The first mention of the Second Coming of Jesus in the gospel of Luke comes from the lips of Jesus Himself, verse 26, "Whoever is ashamed of Me and My words, of him will the Son of Man be ashamed when He comes in His glory." And here for the first time in Luke's gospel, right out of the mouth of Jesus, we hear that He is coming back and the next time it's not humility; it's glory that's going to be on display. Now this is the first mention of it in Luke's gospel, not the last. Again it will be mentioned in chapter 12, chapter 17, chapter 18, chapter 21. Our Lord Himself here introduces His return and confirms His return in a most powerful way. The question that comes is: While Jesus said He was coming back, why should we believe Him? Wasn't He just a man? Even if He was a man who could do miraculous things, some of the Old Testament prophets did miraculous things, the apostles did miraculous things. Why should we believe that Jesus is the sovereign God of the universe, the one who will come back to set up the eternal kingdom of God in this...in this world and establish His reign forever and ever? Why should we believe Him about that?
It hasn't happened, as you know. As Peter records, "All things continue as they were.” The skeptics and the mockers say Jesus hasn't come, He hasn’t come. Two thousand years have gone by. What is there in his words to make us believe that He was telling us the truth? That's a very important question. God dealt with that in the Old Testament. Why should you believe when someone makes a prophecy that is in the far future? When a lot of time passes and generations come and go and live and die and disappear and it doesn't come to pass, why then should we believe that it will? That question could be asked of prophets in the Old Testament who prophesied the kingdom thousands of years before us...hundreds of years before us. Why...why should they believe them then when they say there's coming a kingdom? Why should they believe the prophets of the Old Testament when they said there's coming judgment, that God is going to come back, He's going to send back the great Judge, the Messiah, who will judge sinners and condemn them. Why should we believe those far future prophecies? How do we know those prophets spoke the truth? Why should we trust them?

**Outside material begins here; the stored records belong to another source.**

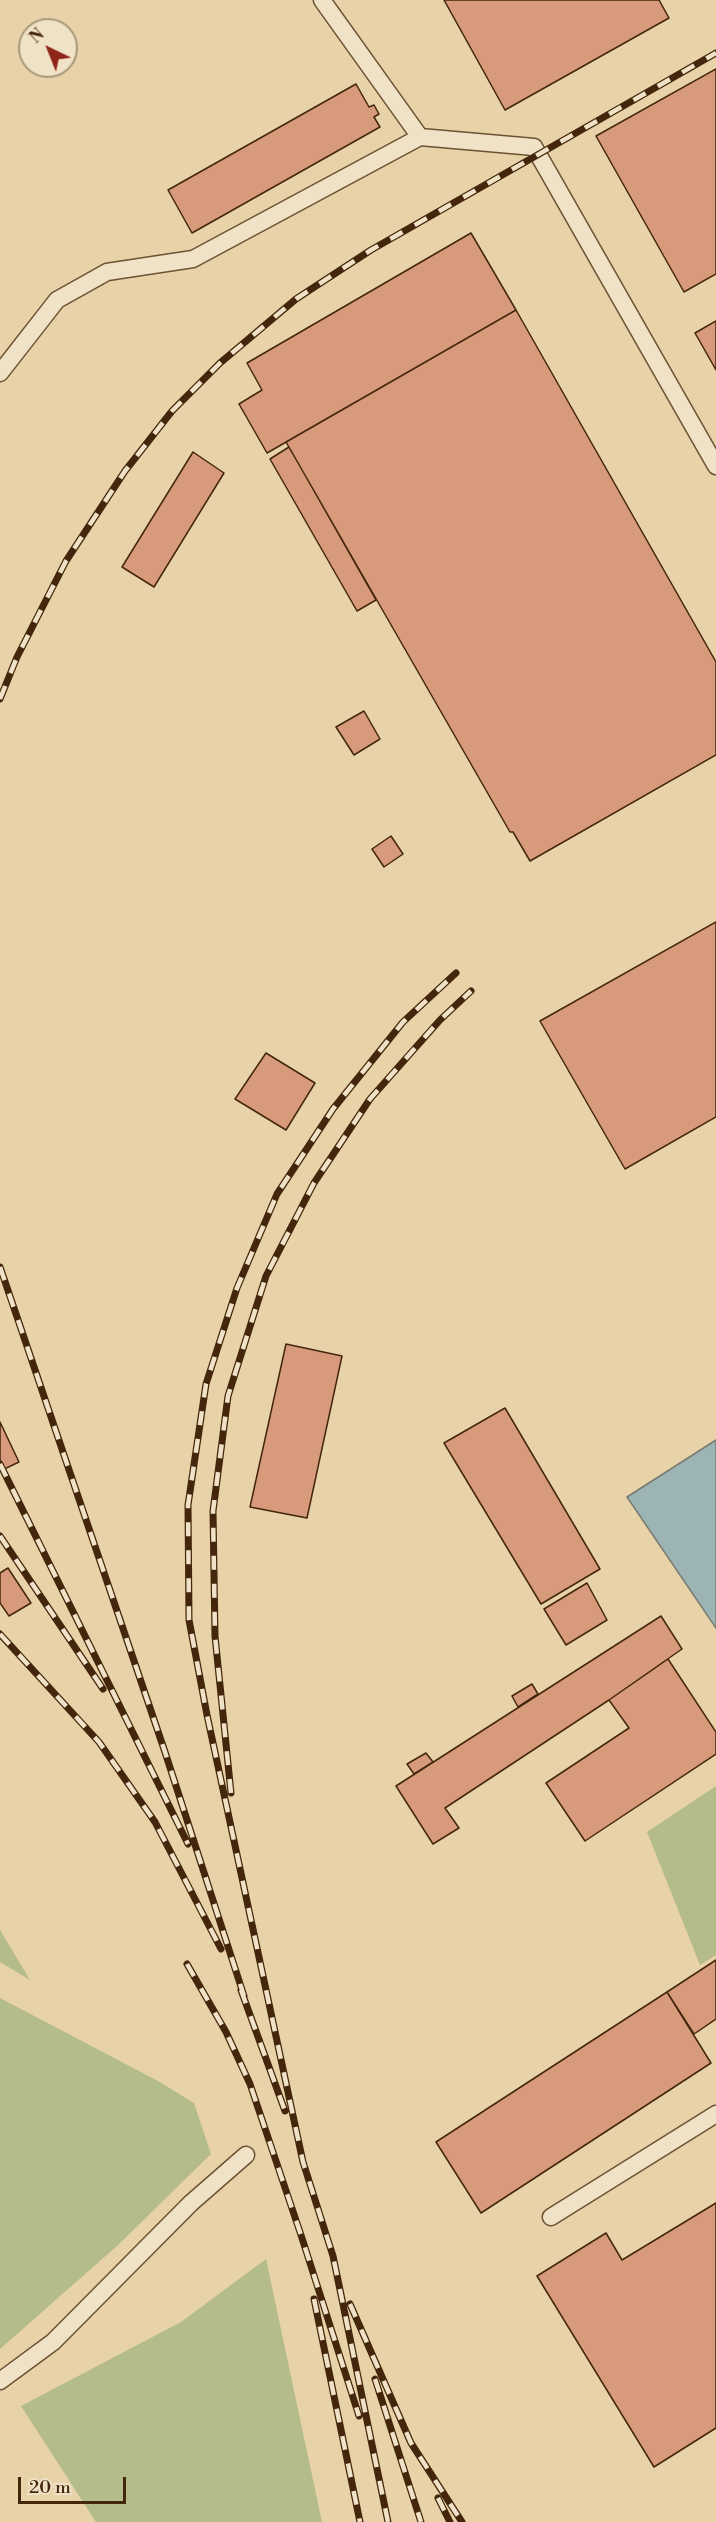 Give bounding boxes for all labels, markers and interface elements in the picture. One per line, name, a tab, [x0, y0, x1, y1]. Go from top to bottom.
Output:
north arrow	[18, 18, 78, 78]
text: N	[26, 25, 49, 48]
scale bar	[21, 2465, 129, 2503]
text: 20 m	[29, 2476, 71, 2499]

God had a way to deal with that. As you read the Old Testament you will notice that not only did the true prophets make prophecies about the far future, they made prophecies about the near future. As you read through the prophecies, whether you're...you’re going all the way back to Elijah and Elisha, or whether you're reading the prophets of Daniel and Ezekiel and Isaiah, or some of the minor prophets, you will find that there is a pattern that occurs with true prophets, and it is this. They often prophesy about the far future judgment of God, the far future coming of the great kingdom at the end of man's day, but they also make prophecies that are going to come to pass in the lifetime of the people who are hearing them. And the reason they made those prophecies that are going to come to pass in the time of those people's lives so that when they come to pass they would know that these men spoke the truth and that what they said came to pass in their lifetime, that was the proof that they spoke the revelation of God and they could be trusted for what was to come in the far future. That's how they proved to be true prophets. And if a prophet prophesied something and it didn't come to pass, what was done to him? He was condemned to death because God did not allow for people to be running around fast and loose saying things were going to happen when they weren't going to happen because they weren't speaking for God. But a true prophet could only be verified as a true prophet for a future prophecy if he could be verified as a true prophet in a near prophecy. So it was very typical for prophets to prophesy something to come to pass very soon. People could see that what they said was absolutely true. And on the basis of that verification they knew they were a true prophet and they could trust him for the future prophecy.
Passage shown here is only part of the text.